Historically this is one of the things that has gone wrong with biotech. Traditionally it has been very focused on pharmaceuticals, and there’s been this cult of the molecule, the one thing that has to remain secret—because the thing that is valuable is the IP on this molecule. If you only have a single molecule to bet your entire company’s fate on, and it take seven years to find out if it’s real or not, then you’re going to delude yourself—intentionally, unintentionally, whatever—about whether or not it’s working. And you have to have huge secrecy about what it is because that’s your whole company’s value.

I have noticed biotech companies that are obsessed with secrecy are usually broken in a lot of ways. The companies that have a process that create multiple molecules of which they only need one to work don’t have all their eggs in this one fragile basket and are less secretive and less broken. We have a preference for people who have a platform to discover multiple molecules.

You recently announced YC Research, which sounds a bit like Google X, a bit like Bell Labs, and maybe even a bit like university research lab. What exactly is it?
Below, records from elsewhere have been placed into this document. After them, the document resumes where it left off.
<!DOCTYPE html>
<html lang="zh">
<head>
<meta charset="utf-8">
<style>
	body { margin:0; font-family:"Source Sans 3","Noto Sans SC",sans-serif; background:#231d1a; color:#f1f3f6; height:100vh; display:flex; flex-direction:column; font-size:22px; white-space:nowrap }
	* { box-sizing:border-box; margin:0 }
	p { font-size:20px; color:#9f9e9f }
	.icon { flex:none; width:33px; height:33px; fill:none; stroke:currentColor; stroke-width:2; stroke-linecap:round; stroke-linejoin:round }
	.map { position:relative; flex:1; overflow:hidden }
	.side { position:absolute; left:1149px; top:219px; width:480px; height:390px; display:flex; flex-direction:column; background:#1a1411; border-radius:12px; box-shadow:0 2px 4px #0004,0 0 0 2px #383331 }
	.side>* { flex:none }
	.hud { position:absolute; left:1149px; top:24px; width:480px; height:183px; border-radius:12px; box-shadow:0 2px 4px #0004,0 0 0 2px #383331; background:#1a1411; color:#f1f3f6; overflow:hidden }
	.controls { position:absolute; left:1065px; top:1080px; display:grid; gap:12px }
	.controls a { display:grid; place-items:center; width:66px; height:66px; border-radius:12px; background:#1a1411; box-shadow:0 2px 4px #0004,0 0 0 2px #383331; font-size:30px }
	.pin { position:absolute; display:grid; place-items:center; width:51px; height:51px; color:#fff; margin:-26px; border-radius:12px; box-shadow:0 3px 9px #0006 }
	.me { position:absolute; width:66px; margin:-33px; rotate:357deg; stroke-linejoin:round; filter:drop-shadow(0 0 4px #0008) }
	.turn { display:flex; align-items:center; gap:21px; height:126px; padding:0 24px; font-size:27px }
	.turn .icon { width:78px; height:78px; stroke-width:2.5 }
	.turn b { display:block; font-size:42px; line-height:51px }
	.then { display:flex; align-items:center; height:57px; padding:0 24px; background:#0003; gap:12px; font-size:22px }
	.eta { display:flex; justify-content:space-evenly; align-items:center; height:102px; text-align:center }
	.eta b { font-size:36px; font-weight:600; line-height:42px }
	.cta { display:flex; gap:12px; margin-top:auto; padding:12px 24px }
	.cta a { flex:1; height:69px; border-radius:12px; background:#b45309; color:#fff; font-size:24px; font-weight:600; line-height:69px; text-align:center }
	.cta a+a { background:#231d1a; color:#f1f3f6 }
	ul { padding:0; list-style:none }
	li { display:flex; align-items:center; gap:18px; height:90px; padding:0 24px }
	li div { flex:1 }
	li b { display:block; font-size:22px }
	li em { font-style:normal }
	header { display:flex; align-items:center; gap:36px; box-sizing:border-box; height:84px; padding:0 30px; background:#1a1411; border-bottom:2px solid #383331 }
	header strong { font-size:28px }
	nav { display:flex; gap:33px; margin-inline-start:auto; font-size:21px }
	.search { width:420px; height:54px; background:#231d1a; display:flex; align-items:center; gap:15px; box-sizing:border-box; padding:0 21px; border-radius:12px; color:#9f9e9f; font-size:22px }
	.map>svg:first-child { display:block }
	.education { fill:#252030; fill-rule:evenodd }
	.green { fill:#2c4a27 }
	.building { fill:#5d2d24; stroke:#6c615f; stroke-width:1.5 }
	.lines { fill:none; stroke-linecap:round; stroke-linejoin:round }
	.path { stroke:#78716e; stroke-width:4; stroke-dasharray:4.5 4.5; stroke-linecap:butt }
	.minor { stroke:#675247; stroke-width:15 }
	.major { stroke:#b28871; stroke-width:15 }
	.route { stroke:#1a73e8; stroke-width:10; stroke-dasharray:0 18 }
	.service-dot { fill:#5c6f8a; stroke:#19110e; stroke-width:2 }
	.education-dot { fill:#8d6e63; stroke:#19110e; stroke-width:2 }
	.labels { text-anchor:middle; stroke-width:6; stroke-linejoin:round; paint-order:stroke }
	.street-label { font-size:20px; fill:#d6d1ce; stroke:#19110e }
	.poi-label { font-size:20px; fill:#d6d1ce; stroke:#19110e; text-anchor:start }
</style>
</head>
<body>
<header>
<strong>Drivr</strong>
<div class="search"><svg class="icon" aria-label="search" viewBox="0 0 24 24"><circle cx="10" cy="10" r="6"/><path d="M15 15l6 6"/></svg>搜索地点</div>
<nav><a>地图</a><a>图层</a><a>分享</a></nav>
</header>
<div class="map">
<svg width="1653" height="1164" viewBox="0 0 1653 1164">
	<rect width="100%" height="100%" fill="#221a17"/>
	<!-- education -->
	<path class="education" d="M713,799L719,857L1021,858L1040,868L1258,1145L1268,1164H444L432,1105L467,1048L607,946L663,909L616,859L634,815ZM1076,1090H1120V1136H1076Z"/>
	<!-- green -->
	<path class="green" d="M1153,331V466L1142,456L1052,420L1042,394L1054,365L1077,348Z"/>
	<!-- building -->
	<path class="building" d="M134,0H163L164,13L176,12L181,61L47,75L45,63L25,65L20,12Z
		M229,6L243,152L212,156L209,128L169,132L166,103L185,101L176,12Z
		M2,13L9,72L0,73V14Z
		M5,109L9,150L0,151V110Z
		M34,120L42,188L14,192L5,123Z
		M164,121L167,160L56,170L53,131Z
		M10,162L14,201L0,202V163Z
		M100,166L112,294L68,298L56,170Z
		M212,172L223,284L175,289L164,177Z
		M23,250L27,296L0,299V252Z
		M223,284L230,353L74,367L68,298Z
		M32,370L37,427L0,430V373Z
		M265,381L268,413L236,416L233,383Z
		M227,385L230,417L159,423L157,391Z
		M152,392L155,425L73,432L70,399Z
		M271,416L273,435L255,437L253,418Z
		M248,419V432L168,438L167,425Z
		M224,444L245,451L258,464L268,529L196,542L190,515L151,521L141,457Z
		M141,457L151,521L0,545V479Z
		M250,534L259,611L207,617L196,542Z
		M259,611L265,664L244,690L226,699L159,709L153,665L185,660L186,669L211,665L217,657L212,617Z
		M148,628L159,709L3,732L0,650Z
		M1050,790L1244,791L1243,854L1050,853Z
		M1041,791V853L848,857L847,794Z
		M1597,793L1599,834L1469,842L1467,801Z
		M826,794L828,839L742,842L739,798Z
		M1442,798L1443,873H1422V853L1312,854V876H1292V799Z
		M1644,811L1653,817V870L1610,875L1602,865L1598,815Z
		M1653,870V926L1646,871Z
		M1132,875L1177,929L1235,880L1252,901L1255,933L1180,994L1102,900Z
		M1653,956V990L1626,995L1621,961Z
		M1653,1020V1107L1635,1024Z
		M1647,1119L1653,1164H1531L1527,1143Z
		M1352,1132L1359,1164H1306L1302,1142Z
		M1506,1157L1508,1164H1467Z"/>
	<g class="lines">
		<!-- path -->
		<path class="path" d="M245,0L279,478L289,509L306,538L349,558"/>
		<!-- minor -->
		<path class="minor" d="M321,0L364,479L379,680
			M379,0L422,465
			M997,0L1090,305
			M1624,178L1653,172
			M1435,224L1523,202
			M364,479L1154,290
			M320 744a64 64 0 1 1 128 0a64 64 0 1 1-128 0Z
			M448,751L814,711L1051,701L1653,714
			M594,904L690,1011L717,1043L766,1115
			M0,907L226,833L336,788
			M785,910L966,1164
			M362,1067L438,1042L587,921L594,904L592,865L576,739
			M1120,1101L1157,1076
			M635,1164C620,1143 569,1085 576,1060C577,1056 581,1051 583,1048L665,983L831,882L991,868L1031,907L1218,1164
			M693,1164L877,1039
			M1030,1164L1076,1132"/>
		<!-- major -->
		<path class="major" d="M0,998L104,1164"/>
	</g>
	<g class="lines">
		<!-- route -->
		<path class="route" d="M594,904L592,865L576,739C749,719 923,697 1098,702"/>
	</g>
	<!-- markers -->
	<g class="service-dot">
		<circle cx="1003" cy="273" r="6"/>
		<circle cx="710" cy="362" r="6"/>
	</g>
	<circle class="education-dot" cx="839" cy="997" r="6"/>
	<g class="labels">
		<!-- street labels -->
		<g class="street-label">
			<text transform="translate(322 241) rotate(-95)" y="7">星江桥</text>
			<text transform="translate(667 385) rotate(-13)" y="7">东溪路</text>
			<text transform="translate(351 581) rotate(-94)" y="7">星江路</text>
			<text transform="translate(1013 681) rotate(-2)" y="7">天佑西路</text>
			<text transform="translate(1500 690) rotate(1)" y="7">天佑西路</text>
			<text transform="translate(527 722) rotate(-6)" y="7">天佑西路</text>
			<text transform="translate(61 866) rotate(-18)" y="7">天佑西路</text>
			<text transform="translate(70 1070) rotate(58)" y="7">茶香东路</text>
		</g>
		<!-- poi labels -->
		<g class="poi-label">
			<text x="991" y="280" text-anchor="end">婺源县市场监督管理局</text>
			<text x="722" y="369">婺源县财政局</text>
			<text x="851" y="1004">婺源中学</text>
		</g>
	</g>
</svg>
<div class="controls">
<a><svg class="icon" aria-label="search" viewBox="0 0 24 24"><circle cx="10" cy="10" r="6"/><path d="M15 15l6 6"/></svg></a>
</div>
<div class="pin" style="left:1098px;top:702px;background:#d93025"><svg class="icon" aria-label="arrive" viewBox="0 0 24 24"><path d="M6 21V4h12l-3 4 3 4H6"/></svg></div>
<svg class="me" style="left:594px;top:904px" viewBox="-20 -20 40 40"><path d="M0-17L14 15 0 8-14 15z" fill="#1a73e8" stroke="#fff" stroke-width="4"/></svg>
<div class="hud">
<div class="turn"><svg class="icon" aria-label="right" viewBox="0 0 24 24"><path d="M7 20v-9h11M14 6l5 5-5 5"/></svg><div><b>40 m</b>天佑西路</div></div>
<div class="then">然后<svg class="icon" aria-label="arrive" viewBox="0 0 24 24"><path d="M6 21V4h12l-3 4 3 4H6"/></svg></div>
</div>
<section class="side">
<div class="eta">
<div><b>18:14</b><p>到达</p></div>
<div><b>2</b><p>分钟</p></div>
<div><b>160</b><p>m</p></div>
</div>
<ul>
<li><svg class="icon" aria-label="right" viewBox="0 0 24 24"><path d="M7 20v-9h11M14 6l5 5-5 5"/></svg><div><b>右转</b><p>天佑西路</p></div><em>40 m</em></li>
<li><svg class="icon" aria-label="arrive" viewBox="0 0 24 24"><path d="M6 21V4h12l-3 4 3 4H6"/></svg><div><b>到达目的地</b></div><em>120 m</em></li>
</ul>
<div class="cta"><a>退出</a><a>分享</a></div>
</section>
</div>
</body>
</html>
YC is sort of in this unique position. We make lots and lots of money. We’re not public, we have a very long-term horizon, and we have a high problem flux. We have hundreds of companies coming through the doors every year. If you put all those things together, you can imagine in a world where we are more suited to have a really great research organization than a product company.

YC Research is an experiment to see if we can fund things that are not companies that are still important to the world. We’ve never looked at our mission as funding companies. We’ve looked at enabling innovations and turning up the output on innovation. I think startups have been the best way to do that, but they aren’t the only way to do that. It’s also a way try see if we can try to develop a new research model that is better than academic and corporate research.

The first group will be 15 to 20 scientists. It's what’s I’ve been doing last month. I went out and recruited them, and I’m actually going to run the first group myself. We'll be ready to talk about them soon.

This interview has been condensed and edited for clarity.